Finite element method with Grünwald-Letnikov type approximation in time for a constant time delay subdiffusion equation
Weiping Bu, Xueqin Zhang, Weizhi Liao, Yue Zhao
TL;DR
This work addresses a time-fractional diffusion equation with constant time delay $\tau$, focusing on regularity, stability, and convergence of a fully discrete scheme. The authors derive the exact solution structure and establish that the first time derivative may blow up at $t=0^+$ while the second time derivative may blow up at $t=0^+$ and $t=\tau^+$, enabling a decomposition into singular and regular parts. A fully discrete scheme is developed using Grünwald-Letnikov time discretization and standard Galerkin finite elements in space, with stability proven via a new discrete Gronwall inequality and convergence shown through a decomposition-based local truncation error analysis. Numerical experiments corroborate the theoretical rates, demonstrating near-$\alpha$ temporal accuracy in early times and near-quadratic spatial accuracy, validating the method's effectiveness for delay-influenced subdiffusion problems. The combination of regularity results, a robust GL-time discretization, and a rigorous error framework offers a reliable tool for simulating memory-laden diffusion processes with delays.
Abstract
In this work, a subdiffusion equation with constant time delay $τ$ is considered.
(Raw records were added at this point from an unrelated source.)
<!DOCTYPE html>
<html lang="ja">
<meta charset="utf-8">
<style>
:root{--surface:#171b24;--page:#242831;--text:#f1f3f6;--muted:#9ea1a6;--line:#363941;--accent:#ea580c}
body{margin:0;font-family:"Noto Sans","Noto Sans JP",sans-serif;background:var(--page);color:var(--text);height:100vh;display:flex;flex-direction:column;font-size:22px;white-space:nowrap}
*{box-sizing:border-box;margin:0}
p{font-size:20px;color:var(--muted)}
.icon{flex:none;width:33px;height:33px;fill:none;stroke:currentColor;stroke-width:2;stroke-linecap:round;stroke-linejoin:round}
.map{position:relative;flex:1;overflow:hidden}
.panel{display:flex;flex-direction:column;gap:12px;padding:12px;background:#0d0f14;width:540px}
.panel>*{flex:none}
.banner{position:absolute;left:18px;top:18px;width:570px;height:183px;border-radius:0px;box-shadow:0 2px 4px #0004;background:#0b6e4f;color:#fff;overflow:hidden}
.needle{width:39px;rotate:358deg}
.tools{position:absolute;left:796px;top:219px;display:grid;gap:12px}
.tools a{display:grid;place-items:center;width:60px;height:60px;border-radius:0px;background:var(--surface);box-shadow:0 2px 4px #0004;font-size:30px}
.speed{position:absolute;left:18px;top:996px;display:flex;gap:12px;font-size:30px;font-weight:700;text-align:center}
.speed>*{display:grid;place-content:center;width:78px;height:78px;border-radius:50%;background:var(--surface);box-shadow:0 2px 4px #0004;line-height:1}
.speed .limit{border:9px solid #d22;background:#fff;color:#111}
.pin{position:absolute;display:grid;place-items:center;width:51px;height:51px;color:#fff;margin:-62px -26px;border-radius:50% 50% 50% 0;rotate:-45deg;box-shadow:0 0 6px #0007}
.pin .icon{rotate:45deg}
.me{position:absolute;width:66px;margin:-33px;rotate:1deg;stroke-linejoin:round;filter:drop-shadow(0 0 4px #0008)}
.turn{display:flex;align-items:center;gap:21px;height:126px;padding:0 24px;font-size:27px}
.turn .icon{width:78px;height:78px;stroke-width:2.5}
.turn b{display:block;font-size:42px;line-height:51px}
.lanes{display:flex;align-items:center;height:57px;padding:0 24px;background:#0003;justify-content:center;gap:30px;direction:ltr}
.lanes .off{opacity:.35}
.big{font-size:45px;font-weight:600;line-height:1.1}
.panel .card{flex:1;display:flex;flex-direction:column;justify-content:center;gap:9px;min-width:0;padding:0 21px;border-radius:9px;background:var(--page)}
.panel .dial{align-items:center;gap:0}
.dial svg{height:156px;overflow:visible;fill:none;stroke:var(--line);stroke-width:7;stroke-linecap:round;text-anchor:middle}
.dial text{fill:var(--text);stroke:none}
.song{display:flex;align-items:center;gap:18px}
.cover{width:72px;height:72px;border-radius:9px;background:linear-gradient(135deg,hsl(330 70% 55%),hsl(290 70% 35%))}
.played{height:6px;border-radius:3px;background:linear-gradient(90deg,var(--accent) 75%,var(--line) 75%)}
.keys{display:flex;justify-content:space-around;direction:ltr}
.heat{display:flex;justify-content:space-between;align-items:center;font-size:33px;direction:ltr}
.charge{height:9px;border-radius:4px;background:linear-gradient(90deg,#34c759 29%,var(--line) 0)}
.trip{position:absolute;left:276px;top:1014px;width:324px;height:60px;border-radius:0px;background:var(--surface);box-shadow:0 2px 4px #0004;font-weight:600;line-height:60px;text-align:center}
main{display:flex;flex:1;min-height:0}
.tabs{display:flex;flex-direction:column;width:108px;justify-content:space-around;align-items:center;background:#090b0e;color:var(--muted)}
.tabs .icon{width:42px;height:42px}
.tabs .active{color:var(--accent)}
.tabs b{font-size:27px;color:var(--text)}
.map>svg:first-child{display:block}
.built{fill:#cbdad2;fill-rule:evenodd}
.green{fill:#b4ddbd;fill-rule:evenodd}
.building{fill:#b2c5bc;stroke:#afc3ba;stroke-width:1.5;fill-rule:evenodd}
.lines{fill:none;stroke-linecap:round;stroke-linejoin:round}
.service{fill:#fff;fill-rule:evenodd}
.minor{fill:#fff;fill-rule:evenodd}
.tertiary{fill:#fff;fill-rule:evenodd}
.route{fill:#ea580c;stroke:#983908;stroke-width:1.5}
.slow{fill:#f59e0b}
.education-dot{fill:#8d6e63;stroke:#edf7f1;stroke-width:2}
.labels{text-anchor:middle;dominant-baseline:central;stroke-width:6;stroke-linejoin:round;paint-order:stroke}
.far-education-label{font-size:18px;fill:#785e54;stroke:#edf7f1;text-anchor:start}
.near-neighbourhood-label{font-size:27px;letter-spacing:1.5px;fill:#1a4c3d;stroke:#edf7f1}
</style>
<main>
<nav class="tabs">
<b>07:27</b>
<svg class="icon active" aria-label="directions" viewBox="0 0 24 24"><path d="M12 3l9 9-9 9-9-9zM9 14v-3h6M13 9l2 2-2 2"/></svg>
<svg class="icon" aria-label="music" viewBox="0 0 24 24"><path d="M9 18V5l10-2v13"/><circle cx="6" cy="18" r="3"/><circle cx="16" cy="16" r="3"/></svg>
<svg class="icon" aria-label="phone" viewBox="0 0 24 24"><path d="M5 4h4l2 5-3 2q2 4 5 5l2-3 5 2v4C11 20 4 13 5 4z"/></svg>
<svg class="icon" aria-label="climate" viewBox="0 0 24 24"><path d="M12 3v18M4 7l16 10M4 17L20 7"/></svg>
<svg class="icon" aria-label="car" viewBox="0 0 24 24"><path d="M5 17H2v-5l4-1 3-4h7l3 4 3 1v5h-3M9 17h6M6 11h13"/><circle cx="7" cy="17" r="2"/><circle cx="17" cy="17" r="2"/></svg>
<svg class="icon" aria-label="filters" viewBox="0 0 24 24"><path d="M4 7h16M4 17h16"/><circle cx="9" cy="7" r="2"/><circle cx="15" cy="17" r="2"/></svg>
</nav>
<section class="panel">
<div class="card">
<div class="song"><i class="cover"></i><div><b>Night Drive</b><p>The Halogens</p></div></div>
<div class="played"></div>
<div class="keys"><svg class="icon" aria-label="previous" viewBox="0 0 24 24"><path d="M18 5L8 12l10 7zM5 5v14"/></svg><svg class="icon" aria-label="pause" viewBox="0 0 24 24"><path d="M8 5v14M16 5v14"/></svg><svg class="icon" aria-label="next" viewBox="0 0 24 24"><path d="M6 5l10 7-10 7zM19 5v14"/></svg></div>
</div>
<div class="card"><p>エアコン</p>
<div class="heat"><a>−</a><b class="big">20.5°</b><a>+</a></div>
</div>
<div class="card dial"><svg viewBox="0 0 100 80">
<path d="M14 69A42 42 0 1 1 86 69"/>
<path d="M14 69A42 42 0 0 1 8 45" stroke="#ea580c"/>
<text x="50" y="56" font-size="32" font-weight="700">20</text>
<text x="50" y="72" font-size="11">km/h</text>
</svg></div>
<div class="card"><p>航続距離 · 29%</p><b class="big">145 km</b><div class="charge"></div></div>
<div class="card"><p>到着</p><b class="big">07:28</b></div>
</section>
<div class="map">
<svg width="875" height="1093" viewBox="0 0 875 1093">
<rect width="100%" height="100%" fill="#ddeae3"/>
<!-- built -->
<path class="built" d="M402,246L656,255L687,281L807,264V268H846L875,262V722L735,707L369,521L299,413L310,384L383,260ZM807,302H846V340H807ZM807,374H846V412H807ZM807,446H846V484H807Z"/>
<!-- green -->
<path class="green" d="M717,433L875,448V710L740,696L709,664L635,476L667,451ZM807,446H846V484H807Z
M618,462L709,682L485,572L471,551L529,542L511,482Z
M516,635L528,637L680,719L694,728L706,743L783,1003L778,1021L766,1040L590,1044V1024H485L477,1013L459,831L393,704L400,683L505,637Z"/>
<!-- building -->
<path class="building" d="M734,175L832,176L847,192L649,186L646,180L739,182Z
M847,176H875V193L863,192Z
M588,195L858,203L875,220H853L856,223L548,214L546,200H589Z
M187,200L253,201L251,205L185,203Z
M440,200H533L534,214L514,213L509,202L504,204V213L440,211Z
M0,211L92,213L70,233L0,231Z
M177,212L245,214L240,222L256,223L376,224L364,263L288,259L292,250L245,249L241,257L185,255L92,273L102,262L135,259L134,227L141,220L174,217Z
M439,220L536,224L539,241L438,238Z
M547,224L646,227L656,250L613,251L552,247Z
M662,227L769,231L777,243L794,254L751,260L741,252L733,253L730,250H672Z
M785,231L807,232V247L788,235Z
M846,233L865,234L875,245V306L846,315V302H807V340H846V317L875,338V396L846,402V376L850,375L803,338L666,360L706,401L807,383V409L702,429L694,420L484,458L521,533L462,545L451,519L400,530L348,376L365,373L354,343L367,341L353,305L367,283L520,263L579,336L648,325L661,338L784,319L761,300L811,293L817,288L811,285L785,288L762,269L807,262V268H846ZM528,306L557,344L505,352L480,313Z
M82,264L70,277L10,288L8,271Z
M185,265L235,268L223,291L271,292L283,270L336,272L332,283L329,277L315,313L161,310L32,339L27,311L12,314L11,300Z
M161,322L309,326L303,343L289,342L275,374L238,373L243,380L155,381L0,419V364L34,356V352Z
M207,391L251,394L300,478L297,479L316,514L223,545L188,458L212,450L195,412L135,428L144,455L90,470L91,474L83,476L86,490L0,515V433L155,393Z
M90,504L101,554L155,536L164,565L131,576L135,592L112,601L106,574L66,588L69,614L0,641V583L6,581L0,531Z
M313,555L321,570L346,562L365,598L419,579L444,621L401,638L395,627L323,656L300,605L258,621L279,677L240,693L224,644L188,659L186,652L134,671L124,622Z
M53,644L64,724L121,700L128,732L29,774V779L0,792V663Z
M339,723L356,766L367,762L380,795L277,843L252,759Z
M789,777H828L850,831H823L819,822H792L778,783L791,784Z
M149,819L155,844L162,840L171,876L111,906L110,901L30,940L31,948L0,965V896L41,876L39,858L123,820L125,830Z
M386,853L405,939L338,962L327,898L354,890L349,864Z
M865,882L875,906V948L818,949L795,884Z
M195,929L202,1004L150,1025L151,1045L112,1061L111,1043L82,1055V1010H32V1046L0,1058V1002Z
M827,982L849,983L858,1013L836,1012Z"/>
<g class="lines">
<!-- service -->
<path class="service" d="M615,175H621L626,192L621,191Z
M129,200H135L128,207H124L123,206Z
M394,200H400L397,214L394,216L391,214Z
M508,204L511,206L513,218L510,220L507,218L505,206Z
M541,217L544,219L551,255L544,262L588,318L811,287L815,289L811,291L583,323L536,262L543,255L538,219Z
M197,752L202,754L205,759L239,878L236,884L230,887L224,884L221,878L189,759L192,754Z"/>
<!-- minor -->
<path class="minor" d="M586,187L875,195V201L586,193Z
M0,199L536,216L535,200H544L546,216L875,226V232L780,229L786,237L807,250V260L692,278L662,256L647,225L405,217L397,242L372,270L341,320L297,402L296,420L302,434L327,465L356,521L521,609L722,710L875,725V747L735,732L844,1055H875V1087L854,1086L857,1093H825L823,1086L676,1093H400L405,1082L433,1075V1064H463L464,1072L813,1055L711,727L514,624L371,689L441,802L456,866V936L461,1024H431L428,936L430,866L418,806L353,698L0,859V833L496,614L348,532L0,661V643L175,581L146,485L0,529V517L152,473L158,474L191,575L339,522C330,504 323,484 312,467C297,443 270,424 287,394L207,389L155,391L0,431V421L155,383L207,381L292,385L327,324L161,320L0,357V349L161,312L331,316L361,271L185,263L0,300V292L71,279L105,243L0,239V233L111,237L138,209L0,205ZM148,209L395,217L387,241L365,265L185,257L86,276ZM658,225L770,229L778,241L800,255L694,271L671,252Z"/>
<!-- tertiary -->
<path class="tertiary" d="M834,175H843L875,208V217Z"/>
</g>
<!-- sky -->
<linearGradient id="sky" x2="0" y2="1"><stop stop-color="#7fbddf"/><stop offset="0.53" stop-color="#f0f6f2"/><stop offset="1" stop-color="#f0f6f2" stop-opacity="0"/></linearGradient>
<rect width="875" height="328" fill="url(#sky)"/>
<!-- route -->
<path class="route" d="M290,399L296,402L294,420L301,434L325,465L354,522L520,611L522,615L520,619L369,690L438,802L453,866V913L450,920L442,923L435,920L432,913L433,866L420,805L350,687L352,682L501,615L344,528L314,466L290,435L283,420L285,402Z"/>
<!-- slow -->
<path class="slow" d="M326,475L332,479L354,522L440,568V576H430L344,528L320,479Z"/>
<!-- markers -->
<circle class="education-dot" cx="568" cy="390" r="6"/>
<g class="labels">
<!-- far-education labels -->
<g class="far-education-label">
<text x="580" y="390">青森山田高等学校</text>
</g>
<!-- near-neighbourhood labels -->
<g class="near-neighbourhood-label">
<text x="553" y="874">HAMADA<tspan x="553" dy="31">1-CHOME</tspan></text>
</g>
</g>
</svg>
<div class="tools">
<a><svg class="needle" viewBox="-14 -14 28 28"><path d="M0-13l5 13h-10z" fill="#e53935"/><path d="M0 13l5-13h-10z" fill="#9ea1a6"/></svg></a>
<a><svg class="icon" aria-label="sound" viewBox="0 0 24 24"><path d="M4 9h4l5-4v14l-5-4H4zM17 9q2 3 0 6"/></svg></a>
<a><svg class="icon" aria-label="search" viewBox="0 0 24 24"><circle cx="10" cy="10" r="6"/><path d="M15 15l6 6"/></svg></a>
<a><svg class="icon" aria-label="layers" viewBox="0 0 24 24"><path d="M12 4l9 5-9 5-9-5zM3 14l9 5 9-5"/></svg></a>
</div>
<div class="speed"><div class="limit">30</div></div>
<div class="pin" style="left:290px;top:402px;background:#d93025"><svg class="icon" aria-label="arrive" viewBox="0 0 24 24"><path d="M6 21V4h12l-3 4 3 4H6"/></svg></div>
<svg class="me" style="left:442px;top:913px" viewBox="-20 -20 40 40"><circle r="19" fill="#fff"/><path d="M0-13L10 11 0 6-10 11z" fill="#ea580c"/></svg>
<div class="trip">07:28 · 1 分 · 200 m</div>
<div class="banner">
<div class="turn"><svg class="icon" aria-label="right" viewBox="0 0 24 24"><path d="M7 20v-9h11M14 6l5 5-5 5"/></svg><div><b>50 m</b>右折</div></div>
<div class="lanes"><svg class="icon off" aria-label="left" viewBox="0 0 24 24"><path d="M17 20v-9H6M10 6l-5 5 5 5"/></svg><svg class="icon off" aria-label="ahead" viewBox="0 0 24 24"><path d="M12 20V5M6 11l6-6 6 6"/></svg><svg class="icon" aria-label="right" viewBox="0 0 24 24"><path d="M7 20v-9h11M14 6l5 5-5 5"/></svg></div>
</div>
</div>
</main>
First, the regularity of the solution to the considered problem is investigated, finding that its first-order time derivative exhibits singularity at $t=0^+$ and its second-order time derivative shows singularity at both $t=0^+$ and $τ^+$, while the solution can be decomposed into its singular and regular components. Then, we derive a fully discrete finite element scheme to solve the considered problem based on the standard Galerkin finite element method in space and the Grünwald-Letnikov type approximation in time. The analysis shows that the developed numerical scheme is stable. In order to discuss the error estimate, a new discrete Gronwall inequality is established. Under the above decomposition of the solution, we obtain a local error estimate in time for the developed numerical scheme. Finally, some numerical tests are provided to support our theoretical analysis.